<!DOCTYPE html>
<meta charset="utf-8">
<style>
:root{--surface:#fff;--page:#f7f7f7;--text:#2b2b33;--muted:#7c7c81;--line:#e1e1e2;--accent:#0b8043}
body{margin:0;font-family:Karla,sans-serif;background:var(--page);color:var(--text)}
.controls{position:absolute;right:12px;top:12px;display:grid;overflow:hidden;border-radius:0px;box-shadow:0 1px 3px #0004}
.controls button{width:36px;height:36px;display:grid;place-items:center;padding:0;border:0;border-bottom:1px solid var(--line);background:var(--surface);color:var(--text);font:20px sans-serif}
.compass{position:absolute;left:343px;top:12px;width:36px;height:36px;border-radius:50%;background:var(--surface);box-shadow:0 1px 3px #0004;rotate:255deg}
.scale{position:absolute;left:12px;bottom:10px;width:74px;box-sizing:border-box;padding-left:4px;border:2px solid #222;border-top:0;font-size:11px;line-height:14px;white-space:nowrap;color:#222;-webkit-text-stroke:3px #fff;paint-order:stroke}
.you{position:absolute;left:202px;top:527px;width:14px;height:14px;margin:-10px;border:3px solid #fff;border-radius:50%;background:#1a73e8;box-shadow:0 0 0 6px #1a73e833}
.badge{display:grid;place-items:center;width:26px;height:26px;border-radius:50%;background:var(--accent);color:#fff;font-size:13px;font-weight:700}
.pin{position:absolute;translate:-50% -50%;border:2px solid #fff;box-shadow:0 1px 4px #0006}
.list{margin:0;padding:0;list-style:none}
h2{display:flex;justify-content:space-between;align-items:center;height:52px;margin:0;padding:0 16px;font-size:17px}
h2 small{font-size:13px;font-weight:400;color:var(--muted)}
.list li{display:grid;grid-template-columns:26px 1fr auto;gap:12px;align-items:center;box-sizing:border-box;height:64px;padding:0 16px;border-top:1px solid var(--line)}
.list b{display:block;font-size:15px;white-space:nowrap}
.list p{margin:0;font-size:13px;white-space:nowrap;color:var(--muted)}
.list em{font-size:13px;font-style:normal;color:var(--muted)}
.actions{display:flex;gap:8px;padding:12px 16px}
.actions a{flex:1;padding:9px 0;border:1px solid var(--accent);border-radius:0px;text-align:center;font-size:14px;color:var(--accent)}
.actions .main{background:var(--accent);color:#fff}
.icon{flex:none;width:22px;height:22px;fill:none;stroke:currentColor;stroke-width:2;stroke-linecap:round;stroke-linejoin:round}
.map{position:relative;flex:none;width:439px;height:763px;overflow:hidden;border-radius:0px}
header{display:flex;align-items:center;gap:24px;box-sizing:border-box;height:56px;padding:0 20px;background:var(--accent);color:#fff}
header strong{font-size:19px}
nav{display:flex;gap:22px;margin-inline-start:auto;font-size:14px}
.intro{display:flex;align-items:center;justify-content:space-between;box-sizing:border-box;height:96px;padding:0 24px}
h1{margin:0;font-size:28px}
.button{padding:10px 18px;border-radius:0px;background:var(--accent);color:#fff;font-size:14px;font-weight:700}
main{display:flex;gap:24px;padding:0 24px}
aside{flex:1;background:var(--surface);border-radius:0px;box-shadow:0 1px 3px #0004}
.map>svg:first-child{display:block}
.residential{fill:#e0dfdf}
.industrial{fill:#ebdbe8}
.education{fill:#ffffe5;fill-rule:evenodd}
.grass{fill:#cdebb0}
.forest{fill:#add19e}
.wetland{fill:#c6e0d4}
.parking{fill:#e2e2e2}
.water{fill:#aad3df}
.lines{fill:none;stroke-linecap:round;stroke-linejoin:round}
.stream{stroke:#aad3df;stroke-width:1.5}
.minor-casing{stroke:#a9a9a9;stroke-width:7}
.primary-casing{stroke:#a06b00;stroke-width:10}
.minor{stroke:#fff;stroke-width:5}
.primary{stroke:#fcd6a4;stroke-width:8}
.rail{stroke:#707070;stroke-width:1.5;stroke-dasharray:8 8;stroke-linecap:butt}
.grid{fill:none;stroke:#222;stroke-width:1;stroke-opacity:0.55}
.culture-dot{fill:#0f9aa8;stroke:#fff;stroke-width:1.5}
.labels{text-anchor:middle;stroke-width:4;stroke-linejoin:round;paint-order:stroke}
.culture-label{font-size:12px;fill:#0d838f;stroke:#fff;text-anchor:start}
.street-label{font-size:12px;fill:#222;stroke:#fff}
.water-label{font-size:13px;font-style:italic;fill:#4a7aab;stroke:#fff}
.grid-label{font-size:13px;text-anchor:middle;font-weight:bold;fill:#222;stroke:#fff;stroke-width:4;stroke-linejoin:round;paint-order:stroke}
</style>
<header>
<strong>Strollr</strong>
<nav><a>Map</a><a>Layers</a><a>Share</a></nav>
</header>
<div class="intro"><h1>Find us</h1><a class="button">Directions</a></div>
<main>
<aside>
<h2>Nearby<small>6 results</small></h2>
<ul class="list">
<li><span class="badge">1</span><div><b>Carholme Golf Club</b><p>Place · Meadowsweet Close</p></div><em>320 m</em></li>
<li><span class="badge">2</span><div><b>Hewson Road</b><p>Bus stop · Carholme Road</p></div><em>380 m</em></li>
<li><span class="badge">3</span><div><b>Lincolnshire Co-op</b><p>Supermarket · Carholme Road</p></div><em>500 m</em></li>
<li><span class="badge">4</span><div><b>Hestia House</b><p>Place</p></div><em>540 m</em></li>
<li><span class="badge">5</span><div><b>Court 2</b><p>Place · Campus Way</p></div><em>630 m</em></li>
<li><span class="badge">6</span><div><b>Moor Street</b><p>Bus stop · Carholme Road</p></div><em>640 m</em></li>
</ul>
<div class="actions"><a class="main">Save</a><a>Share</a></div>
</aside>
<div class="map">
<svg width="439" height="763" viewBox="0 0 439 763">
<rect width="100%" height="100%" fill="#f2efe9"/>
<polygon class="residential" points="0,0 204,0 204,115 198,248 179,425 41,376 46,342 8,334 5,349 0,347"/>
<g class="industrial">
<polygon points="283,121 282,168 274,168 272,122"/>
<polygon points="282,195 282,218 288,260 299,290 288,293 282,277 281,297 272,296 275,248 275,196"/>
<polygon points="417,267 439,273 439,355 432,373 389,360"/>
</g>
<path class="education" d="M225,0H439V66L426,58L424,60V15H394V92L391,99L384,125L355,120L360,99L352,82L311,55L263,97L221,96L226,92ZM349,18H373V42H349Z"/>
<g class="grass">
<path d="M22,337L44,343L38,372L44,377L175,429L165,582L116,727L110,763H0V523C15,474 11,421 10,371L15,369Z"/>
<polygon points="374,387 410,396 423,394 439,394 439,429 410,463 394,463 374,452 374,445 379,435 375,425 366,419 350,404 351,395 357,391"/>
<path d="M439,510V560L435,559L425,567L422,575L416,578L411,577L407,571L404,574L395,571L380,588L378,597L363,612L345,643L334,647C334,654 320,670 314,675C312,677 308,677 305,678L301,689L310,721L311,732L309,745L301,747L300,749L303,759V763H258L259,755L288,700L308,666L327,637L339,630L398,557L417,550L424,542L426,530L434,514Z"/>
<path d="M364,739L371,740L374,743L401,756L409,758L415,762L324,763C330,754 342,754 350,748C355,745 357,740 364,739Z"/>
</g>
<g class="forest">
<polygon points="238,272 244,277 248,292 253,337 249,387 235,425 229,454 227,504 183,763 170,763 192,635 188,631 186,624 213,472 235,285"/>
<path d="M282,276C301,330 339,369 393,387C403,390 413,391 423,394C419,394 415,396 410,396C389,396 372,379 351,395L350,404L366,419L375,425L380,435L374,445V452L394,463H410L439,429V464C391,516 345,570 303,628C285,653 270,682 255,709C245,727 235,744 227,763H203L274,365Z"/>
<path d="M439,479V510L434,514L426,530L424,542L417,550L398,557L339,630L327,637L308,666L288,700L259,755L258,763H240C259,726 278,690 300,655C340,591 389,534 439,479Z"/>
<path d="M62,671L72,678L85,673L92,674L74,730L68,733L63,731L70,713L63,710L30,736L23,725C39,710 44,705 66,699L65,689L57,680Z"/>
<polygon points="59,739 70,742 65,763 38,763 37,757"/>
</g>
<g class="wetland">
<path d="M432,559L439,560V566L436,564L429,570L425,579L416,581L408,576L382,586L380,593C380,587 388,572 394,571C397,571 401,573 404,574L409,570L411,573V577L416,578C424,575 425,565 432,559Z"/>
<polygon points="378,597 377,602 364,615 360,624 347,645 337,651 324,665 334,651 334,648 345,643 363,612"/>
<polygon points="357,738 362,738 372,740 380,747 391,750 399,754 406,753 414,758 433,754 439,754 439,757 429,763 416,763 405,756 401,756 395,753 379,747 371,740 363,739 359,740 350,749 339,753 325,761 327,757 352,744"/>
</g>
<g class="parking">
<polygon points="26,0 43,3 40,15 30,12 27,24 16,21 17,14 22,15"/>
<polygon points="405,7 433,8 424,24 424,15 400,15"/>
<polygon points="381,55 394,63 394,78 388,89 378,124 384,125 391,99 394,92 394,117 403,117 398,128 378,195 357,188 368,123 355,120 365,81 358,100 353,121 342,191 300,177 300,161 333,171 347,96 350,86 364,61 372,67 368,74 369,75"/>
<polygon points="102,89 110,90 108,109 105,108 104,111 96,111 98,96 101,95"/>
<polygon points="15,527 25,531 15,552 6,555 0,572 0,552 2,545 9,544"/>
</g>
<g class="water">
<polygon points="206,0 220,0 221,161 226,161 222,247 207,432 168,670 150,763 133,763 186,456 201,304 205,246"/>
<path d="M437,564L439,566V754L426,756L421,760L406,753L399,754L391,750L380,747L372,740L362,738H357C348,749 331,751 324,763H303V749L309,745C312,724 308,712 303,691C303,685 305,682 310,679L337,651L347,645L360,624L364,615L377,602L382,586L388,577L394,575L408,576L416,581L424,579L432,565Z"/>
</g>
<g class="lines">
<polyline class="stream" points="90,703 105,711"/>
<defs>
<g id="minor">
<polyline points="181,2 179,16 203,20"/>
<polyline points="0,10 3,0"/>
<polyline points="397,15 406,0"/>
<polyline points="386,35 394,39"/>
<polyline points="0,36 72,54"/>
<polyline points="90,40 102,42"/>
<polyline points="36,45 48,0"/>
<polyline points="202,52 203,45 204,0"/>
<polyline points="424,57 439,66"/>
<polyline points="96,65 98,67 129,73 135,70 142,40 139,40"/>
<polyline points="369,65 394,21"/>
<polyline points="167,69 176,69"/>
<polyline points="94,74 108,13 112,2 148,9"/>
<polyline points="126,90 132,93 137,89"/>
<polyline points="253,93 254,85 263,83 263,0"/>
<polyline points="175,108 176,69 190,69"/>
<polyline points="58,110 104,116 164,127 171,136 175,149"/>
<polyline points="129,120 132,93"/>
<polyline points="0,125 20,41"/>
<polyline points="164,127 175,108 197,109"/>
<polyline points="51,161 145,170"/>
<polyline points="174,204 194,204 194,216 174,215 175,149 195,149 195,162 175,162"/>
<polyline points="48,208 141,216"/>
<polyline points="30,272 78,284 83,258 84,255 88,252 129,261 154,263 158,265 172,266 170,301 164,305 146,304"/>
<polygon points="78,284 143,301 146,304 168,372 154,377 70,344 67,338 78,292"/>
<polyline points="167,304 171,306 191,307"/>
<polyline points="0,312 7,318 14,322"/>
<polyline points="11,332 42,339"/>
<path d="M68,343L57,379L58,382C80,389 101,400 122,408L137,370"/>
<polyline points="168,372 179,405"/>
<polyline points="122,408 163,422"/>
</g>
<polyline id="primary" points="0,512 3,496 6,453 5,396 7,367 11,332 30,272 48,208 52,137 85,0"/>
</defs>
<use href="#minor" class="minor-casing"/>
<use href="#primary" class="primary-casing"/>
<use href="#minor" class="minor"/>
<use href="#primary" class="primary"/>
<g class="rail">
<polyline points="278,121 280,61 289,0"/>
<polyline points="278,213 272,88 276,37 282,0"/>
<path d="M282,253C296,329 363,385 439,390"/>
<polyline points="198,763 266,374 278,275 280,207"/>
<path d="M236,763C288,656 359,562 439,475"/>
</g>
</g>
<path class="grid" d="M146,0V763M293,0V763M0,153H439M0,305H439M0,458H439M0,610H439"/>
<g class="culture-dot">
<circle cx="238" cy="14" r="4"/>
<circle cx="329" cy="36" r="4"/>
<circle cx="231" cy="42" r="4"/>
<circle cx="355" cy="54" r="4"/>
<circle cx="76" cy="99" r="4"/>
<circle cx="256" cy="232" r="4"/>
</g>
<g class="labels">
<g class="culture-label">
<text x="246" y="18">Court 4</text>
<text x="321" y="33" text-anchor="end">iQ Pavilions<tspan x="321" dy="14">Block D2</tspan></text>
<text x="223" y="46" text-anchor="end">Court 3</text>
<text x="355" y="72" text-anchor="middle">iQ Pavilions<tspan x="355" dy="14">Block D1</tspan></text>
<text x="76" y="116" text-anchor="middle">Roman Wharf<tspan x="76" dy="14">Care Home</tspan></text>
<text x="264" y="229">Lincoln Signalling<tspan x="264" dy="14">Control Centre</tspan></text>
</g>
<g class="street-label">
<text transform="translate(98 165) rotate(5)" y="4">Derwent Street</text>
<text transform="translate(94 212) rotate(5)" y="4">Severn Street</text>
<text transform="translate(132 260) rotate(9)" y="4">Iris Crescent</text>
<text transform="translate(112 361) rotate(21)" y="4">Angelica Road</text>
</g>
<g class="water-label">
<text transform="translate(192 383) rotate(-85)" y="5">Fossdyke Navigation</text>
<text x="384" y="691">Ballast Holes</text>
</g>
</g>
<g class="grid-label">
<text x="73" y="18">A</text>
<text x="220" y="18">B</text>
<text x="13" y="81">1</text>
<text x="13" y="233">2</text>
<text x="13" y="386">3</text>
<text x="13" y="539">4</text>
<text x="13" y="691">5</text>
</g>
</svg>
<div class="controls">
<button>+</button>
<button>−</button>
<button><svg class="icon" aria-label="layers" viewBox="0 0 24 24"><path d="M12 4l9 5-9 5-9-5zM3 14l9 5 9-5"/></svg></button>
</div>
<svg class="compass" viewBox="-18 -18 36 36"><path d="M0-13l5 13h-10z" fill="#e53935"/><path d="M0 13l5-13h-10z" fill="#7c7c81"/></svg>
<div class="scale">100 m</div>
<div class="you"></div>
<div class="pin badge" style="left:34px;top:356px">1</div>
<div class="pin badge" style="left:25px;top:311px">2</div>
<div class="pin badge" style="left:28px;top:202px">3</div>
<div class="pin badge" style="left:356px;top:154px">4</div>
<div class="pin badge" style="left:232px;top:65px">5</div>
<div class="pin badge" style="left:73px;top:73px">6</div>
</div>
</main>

★ ★ ★ ★

Exercise objective:
Copy out every line in the records where the word "bottom" is found.

Exercise response:
.controls button{width:36px;height:36px;display:grid;place-items:center;padding:0;border:0;border-bottom:1px solid var(--line);background:var(--surface);color:var(--text);font:20px sans-serif}
.scale{position:absolute;left:12px;bottom:10px;width:74px;box-sizing:border-box;padding-left:4px;border:2px solid #222;border-top:0;font-size:11px;line-height:14px;white-space:nowrap;color:#222;-webkit-text-stroke:3px #fff;paint-order:stroke}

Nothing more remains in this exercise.